INFORMATION SHOWN

#####

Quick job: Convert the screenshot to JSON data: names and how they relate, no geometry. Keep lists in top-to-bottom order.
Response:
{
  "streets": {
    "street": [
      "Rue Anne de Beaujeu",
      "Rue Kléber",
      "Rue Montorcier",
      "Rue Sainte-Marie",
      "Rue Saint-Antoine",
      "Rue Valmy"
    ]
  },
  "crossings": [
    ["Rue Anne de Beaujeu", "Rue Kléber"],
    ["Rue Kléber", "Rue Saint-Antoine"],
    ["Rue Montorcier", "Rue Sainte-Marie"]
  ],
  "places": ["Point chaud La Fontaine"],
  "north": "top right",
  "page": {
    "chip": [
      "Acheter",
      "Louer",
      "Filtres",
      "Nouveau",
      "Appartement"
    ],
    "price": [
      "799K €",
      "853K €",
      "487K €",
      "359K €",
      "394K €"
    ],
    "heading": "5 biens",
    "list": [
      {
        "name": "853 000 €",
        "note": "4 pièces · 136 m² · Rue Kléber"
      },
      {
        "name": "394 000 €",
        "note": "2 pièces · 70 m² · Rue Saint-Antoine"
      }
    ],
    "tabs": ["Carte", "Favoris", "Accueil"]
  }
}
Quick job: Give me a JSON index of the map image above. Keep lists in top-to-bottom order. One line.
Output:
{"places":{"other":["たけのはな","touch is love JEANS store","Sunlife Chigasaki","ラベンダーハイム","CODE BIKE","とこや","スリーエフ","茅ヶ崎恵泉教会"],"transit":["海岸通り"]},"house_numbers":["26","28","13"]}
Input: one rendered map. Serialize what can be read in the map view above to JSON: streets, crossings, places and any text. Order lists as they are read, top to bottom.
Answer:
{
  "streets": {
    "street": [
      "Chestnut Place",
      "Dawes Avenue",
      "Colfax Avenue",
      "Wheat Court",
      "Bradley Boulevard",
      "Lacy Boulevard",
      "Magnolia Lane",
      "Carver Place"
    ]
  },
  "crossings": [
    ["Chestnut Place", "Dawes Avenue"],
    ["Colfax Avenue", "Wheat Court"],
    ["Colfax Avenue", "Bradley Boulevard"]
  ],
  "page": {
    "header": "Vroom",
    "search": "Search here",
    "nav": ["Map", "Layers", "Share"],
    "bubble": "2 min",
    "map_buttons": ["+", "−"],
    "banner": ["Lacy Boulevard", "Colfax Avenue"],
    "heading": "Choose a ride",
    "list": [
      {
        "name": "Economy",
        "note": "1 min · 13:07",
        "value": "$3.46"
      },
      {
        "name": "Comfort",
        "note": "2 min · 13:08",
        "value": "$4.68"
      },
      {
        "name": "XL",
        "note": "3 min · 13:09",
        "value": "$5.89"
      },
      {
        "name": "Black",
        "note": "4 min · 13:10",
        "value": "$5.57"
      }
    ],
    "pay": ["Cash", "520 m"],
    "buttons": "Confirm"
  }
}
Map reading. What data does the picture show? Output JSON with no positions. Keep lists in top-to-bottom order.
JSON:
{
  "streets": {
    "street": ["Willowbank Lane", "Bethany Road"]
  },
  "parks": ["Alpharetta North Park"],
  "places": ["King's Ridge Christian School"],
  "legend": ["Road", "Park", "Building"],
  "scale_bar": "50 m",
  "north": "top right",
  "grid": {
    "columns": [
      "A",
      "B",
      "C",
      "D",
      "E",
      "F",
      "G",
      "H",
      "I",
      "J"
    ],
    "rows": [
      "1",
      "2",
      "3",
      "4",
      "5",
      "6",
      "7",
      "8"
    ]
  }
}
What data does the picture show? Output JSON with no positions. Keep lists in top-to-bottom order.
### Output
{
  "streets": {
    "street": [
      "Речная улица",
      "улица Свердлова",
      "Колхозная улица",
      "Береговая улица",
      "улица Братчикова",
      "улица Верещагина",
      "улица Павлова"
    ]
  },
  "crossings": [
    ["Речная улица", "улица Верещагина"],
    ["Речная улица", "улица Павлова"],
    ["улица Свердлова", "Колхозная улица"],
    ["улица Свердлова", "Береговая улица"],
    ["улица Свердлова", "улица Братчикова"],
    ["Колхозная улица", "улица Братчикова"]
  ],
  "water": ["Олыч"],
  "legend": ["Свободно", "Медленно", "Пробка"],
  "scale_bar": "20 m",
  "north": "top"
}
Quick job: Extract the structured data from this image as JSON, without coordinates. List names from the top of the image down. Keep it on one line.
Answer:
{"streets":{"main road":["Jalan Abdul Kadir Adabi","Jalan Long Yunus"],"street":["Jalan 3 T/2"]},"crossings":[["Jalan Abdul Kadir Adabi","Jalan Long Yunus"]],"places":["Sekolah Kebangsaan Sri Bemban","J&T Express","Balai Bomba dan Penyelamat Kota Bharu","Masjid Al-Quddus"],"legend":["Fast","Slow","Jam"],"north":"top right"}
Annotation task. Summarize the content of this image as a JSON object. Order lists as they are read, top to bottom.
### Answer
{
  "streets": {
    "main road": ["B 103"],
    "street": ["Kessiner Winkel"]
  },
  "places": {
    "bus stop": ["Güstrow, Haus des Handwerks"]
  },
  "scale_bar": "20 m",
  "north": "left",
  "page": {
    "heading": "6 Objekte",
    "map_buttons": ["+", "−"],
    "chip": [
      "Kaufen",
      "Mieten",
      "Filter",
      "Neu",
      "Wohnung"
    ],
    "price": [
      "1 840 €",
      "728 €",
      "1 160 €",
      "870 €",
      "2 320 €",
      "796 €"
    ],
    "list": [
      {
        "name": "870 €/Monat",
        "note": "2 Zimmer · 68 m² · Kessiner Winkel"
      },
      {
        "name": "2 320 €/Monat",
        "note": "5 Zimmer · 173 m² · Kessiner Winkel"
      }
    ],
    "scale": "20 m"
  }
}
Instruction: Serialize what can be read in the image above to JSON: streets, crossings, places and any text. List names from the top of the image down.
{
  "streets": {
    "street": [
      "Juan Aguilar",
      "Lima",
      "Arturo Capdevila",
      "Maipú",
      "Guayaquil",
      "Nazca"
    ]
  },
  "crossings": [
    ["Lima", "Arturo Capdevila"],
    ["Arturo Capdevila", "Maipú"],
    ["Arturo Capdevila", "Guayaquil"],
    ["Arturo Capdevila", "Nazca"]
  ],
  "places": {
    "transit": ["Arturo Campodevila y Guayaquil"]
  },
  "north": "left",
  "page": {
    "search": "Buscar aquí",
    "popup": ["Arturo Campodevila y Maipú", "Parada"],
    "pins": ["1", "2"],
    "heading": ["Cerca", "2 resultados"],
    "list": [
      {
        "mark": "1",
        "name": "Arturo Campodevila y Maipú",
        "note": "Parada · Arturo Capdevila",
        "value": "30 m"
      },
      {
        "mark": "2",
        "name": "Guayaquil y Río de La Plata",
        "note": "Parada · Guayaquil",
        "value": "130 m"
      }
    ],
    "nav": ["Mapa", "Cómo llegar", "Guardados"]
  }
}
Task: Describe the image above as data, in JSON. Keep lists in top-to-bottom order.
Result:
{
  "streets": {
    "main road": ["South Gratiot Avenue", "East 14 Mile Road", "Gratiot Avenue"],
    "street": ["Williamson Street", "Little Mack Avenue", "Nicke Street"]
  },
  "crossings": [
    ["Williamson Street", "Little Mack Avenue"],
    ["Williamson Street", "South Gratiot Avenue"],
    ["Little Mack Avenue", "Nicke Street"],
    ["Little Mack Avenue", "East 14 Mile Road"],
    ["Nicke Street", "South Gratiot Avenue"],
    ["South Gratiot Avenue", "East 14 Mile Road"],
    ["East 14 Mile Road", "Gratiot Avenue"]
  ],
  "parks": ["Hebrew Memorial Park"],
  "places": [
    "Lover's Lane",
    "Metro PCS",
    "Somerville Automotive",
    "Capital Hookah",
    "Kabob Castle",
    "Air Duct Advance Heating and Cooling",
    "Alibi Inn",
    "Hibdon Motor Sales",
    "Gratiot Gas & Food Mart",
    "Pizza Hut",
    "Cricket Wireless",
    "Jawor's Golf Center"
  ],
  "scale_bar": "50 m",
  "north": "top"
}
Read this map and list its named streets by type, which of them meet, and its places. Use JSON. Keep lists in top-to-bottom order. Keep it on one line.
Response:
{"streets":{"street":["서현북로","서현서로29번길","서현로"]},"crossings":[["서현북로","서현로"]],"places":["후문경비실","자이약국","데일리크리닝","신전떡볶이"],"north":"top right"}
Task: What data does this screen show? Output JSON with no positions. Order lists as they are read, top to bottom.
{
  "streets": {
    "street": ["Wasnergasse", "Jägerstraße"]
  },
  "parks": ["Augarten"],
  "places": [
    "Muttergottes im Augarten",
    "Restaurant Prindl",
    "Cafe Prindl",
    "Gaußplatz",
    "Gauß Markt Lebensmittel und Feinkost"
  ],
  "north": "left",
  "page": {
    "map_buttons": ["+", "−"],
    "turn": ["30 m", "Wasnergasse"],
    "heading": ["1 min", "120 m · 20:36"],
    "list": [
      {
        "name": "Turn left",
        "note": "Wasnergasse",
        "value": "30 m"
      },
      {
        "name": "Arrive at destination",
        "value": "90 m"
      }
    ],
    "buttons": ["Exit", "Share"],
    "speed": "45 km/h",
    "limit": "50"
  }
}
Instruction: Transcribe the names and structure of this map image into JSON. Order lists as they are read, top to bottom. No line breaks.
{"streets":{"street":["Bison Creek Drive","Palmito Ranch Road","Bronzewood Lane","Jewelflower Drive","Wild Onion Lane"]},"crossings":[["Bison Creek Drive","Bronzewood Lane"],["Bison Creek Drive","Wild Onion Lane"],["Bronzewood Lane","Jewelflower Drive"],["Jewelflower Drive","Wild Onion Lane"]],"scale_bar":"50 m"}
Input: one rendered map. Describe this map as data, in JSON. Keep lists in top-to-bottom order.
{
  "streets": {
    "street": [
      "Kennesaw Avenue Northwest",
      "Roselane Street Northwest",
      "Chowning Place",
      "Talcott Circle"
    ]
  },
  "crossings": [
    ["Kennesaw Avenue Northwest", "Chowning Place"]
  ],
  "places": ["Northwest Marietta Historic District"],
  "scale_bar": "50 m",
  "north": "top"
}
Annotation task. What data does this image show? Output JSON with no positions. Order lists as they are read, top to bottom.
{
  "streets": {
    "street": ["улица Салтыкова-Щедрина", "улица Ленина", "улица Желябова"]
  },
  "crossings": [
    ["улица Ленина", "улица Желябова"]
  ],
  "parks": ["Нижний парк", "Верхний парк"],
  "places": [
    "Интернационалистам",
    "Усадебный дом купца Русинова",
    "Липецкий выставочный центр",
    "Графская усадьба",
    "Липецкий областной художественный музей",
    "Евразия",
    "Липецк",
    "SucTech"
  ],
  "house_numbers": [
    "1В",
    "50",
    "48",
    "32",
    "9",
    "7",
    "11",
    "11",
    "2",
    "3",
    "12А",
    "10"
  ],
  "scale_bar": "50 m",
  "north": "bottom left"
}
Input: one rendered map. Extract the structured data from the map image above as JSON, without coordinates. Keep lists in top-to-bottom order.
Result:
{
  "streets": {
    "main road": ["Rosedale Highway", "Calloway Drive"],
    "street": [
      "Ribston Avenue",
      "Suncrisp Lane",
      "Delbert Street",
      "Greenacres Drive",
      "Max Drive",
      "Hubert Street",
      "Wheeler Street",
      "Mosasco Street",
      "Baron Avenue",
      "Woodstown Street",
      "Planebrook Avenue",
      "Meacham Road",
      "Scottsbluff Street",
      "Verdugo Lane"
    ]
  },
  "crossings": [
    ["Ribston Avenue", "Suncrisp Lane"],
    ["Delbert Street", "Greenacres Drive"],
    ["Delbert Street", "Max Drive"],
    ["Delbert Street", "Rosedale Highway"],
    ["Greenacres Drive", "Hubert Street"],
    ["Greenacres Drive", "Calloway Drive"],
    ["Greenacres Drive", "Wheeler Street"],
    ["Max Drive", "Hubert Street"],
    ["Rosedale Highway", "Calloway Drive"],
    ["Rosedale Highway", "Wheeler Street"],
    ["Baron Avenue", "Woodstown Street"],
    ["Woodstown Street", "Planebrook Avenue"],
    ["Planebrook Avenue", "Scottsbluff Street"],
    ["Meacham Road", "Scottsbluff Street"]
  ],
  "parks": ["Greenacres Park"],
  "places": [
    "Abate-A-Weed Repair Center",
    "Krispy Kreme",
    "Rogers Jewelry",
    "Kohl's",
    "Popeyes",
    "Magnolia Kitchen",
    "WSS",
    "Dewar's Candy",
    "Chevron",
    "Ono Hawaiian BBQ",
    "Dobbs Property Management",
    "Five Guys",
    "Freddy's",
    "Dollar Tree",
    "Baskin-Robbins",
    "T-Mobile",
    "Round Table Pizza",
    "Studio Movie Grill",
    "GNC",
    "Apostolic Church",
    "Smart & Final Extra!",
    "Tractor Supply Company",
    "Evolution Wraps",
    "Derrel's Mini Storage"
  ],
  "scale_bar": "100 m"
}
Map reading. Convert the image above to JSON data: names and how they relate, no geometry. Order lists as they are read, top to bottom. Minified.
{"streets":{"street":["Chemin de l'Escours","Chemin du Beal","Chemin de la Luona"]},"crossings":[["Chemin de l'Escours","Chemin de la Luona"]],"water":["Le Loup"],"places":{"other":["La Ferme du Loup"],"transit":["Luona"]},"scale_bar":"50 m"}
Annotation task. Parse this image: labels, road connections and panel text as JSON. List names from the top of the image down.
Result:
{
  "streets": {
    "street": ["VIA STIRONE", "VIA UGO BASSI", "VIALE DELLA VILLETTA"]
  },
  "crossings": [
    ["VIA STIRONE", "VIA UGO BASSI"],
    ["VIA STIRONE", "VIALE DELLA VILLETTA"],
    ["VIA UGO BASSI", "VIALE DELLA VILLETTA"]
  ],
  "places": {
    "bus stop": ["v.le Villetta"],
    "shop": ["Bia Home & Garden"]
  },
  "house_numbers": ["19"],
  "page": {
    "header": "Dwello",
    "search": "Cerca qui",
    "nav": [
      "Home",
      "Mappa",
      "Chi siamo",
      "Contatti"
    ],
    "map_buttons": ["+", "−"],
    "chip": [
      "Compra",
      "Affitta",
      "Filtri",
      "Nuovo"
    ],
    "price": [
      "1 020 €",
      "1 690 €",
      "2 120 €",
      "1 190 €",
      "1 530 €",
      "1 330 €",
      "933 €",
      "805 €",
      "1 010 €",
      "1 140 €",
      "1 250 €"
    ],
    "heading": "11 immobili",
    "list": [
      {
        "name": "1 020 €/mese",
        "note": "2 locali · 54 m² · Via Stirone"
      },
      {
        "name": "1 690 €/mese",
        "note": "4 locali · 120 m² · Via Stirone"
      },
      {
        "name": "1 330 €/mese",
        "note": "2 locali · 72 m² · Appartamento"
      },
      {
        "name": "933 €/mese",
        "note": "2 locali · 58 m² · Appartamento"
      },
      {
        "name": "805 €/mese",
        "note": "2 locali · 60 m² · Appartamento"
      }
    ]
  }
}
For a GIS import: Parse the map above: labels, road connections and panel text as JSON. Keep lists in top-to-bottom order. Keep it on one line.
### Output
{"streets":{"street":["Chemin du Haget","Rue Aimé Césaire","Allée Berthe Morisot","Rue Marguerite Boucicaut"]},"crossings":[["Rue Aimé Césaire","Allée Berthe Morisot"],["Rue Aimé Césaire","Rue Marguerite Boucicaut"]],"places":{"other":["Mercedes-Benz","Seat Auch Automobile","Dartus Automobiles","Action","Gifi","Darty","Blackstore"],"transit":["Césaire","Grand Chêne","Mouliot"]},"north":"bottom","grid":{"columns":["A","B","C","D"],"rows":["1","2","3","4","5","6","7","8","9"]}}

#####

Could you copy each line in the listing above that includes the word "panel"?

Annotation task. Parse this image: labels, road connections and panel text as JSON. List names from the top of the image down.
For a GIS import: Parse the map above: labels, road connections and panel text as JSON. Keep lists in top-to-bottom order. Keep it on one line.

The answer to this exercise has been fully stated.